C'EST LE LIBÉRALISME QU'IL FAUT DÉDIABOLISER !
Alors que le national-populisme de Jean-luc Mélenchon se rapproche toujours plus de celui de Marine Le Pen, le président Macron se doit d'unifier autour de lui l'ensemble du camp libéral-mondialiste en le libérant du carcan des vieux partis.
Ainsi donc, cette élection présidentielle aura vu à la fois la désignation du successeur de François Hollande, Emmanuel Macron, et l’émergence du nouvel épouvantail des « antisystème », à savoir le grand méchant libéralisme. Avec un paradoxe : de Marine Le Pen à Jean-luc Mélenchon, jamais le vent antilibéral n’aura soufflé aussi fort, jusqu’à l’hystérie. Et pourtant, les Français ont porté à l’élysée un libéral assumé ! Pire, un ancien banquier, alors même qu’hollande avait été élu il y a cinq ans sur l’air de « mon ennemi, c’est le monde de la finance ».
La recomposition du paysage politique français est en voie d’achèvement : le clivage droite-gauche se voit remplacé par le clivage mondialistes de tous poils contre nationaux de toutes obédiences, des nostalgiques de Jeanne d’arc à ceux de Robespierre.

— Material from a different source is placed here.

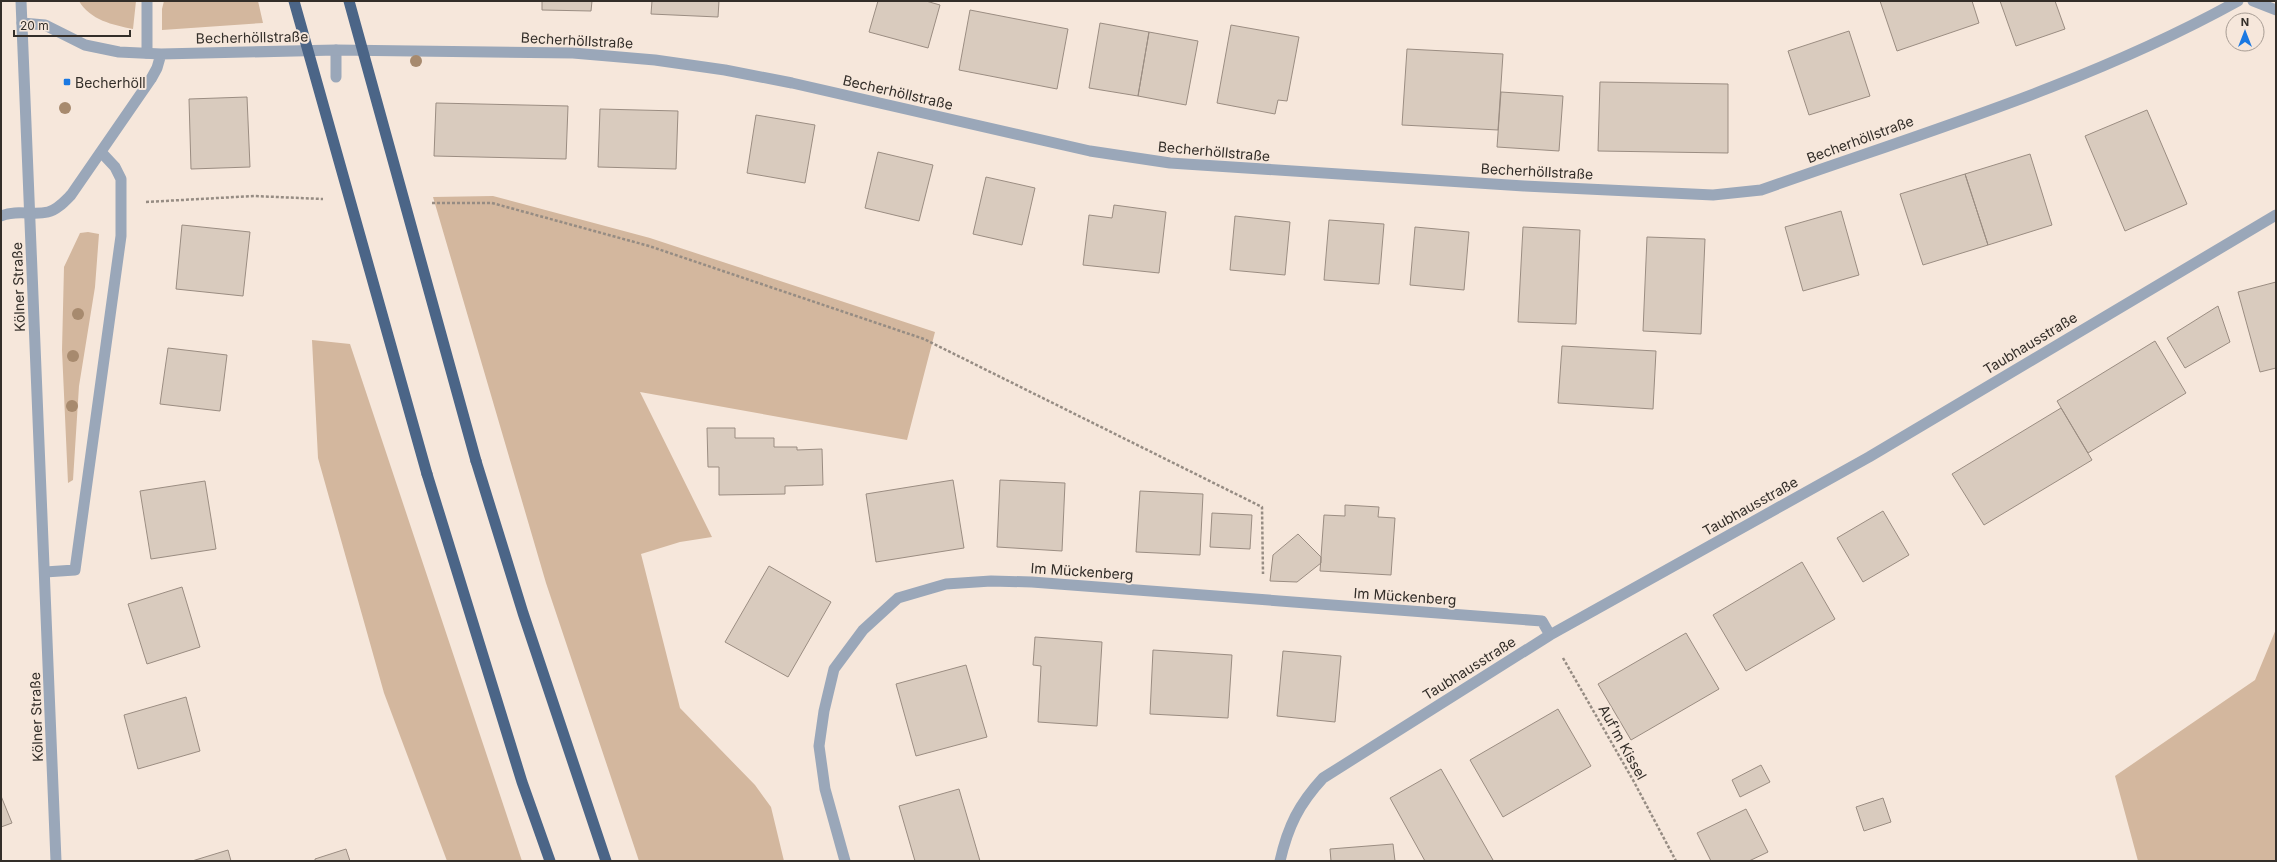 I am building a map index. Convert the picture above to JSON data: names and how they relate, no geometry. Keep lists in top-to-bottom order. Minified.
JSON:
{"streets":{"street":["Becherhöllstraße","Kölner Straße","Taubhausstraße","Im Mückenberg"],"path":["Auf'm Kissel"]},"crossings":[["Becherhöllstraße","Kölner Straße"],["Taubhausstraße","Im Mückenberg"],["Taubhausstraße","Auf'm Kissel"],["Im Mückenberg","Auf'm Kissel"]],"places":{"transit":["Becherhöll"]},"scale_bar":"20 m","north":"top"}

Le premier à s’être assis sur le clivage droite-gauche est naturellement Macron : d’emblée, il a entendu rassembler les « progressistes » de gauche, de droite et du centre, tous ceux qui sont prêts à adapter le « cher et vieux pays » du général de Gaulle à la modernité libérale.
Mais on n’a pas assez relevé la métamorphose de Jeanluc Mélenchon. Derrière son nouveau masque humaniste, le chantre de la « France insoumise » s’est livré à une délocalisation hardie : la sienne ! Fini le temps où il prétendait « fédérer la gauche ». Fini le temps où
il chantait L’internationale ! Cela l’avait conduit à une impasse, à un score faiblard en 2012, loin derrière Marine Le Pen. Désormais, il entend « rassembler le peuple ». Désormais, il n’entonne plus que La Marseillaise. Osons la formule : Mélenchon a rejoint le front national. Pas le parti fondé par Jean-marie Le Pen, bien sûr, mais la cohorte des antimondialistes.

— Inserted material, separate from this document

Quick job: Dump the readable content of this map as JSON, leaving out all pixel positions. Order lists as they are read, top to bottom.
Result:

En 2012, Mélenchon s’était conduit comme le premier adversaire de Marine Le Pen, allant jusqu’à la défier aux élections législatives, dans le Pas-de-calais. C’était le temps où la gauche radicale se voulait d’abord une gauche « antifaf ». Quelle différence avec 2017 ! Le leader de La France insoumise a certes demandé à ses troupes de ne pas donner une seule voix à la représentante du FN. Mais il a favorisé l’explosion du vote blanc et signifié que son adversaire principal s’appelait désormais Macron. Tout faire pour l’empêcher d’appliquer son programme : voilà désormais la mission que s’assigne Mélenchon.

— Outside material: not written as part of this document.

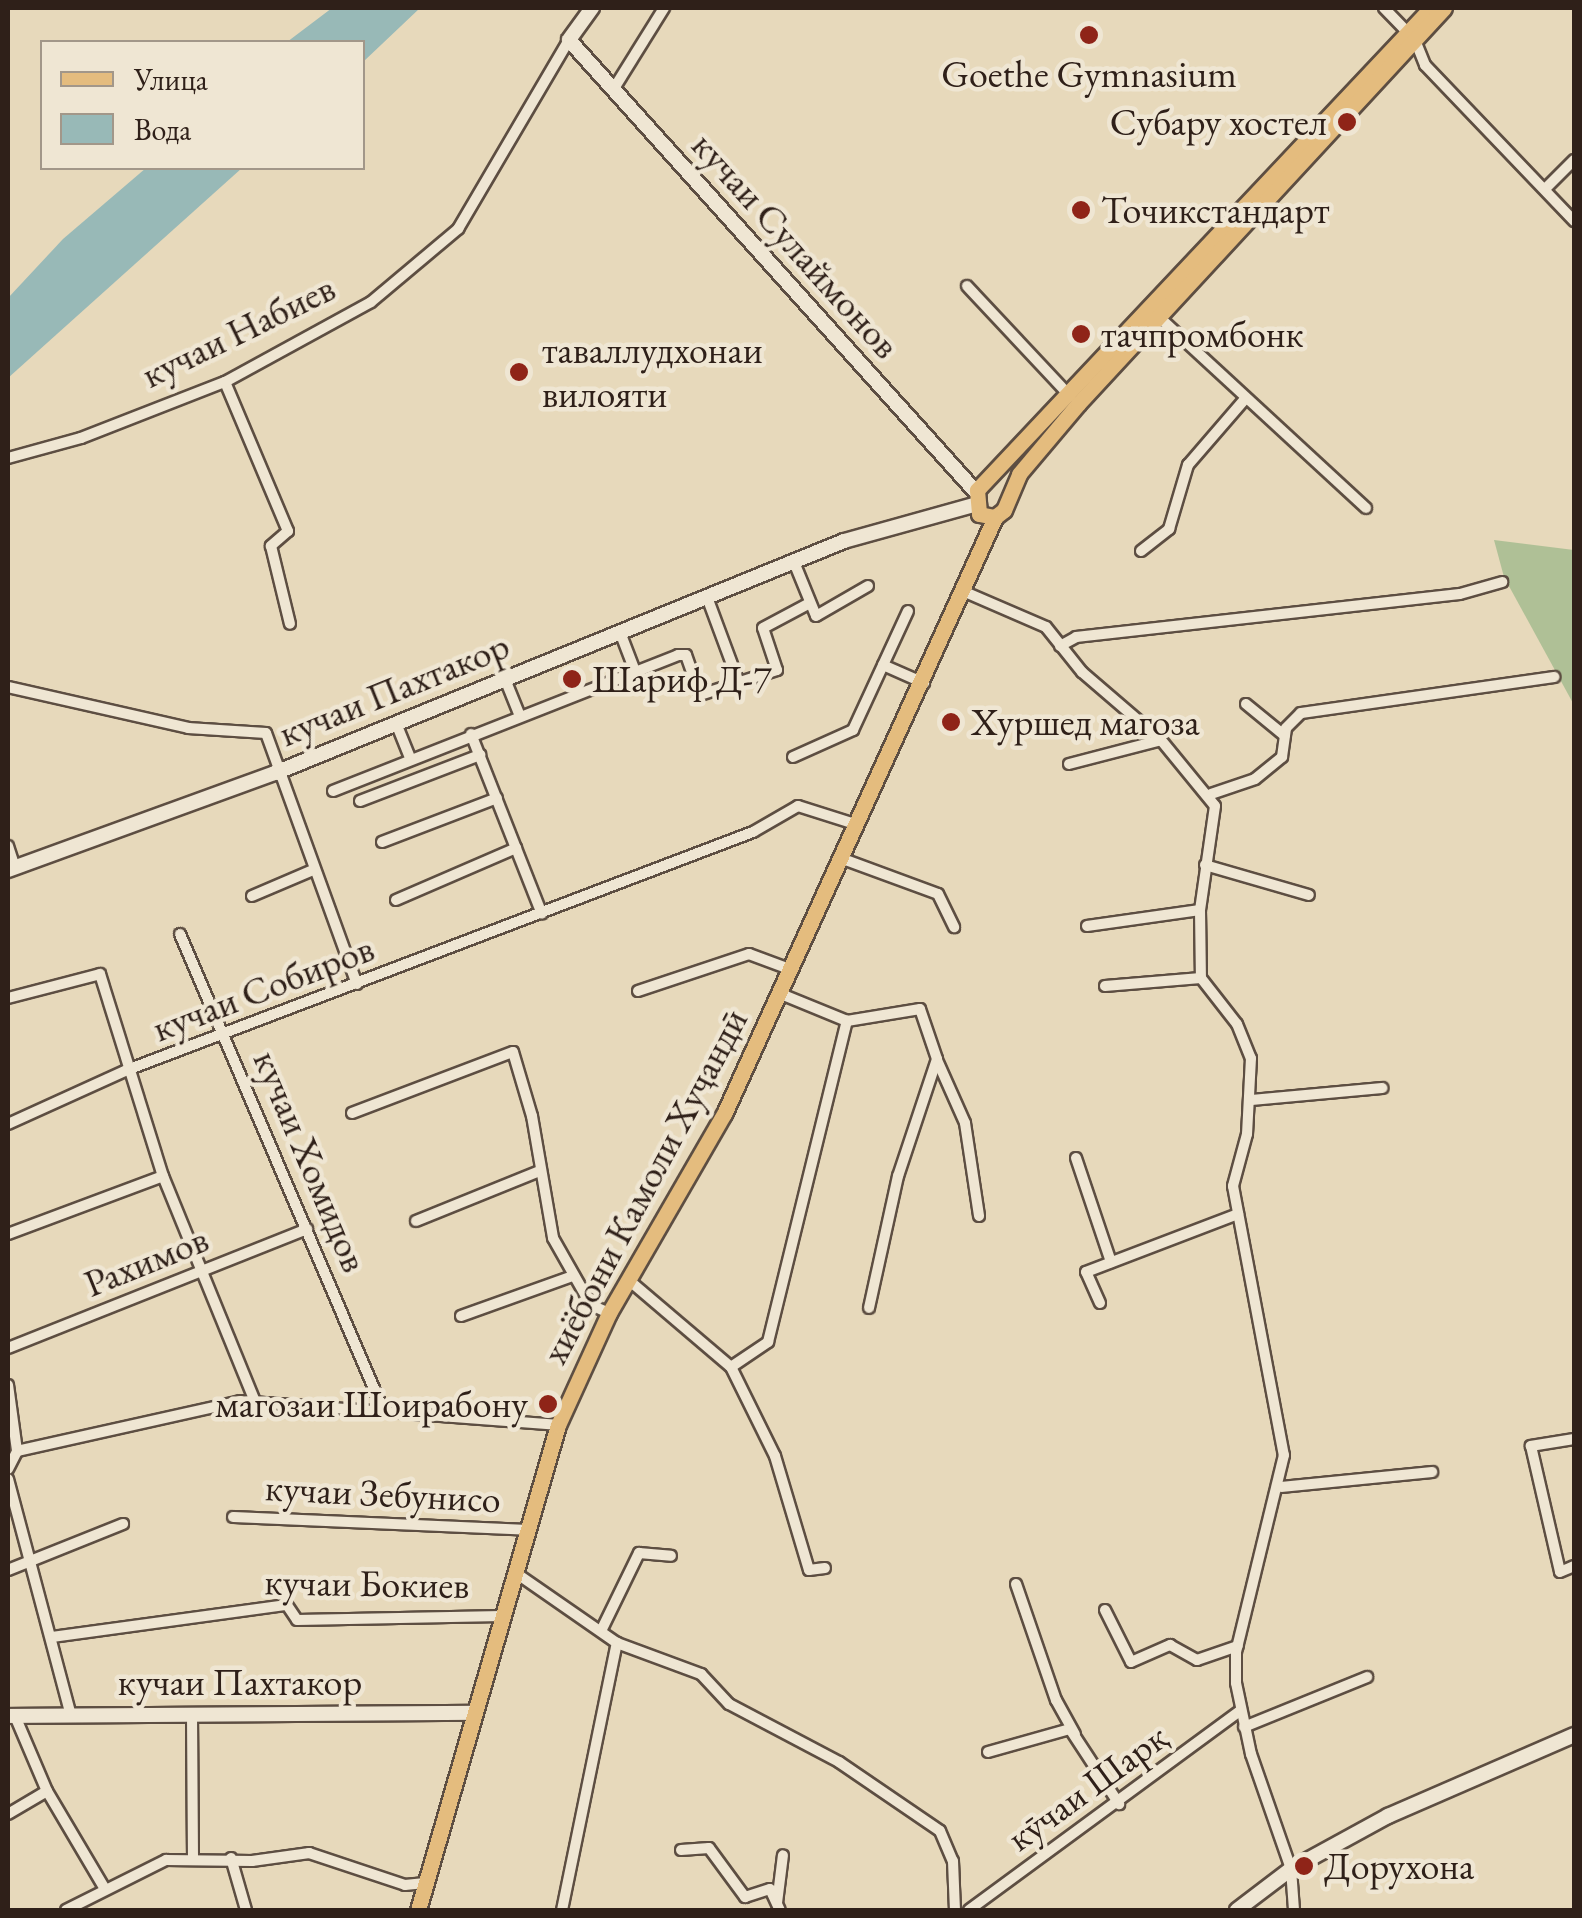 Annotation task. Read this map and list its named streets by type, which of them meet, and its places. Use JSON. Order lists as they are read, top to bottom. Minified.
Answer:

C’est sur cette base qu’il a failli être présent au second tour de la présidentielle : la reconversion des antifafs en antilibs… « Le libéralisme ne passera pas » a remplacé « le fascisme ne passera pas ». Non seulement Mélenchon a changé de partition, mais il peut espérer prendre le leadership du pôle populiste. Avec François Fillon, Marine Le Pen est en effet la grande battue de cette élection. Au premier tour, elle a fait un score objectivement médiocre, 21 %, loin de celui du FN aux dernières élections régionales, 28 %. Alors même que le FN était traditionnellement plus haut à la présidentielle qu’aux élections territoriales. Au second tour, elle a pâti de son comportement calamiteux lors du débat avec Macron pour finir loin de la barre des 40 % que lui promettaient, dans un premier temps, les sondages. Le soir du second tour, Marine Le Pen a annoncé qu’elle comptait changer l’enseigne de la maison que lui a cédée son père. Ultime erreur ! Au moment où Mélenchon rejoint le front national, elle veut débaptiser le Front national. En interne, même sans Marion Maréchal-le Pen un « autre FN » existe. La tante a d’autant plus de souci à se faire que son antilibéralisme contrevient à L’ADN du FN : Jean-marie Le Pen était un vrai libéral, bien plus qu’un Jacques Chirac.
Mélenchon peut d’autant plus espérer rallier la majorité des « nationaux » que son camp d’origine, lui, est homogène. Son antilibéralisme obsessionnel est dans la ligne de l’anticapitalisme primaire qui a longtemps prévalu à gauche avant l’effondrement de L’URSS et la conversion de la Chine à l’économie de marché. Quant à l’antifascisme de la gauche radicale, il a souvent connu des éclipses... Notamment en Allemagne au temps de l’ascension d’hitler…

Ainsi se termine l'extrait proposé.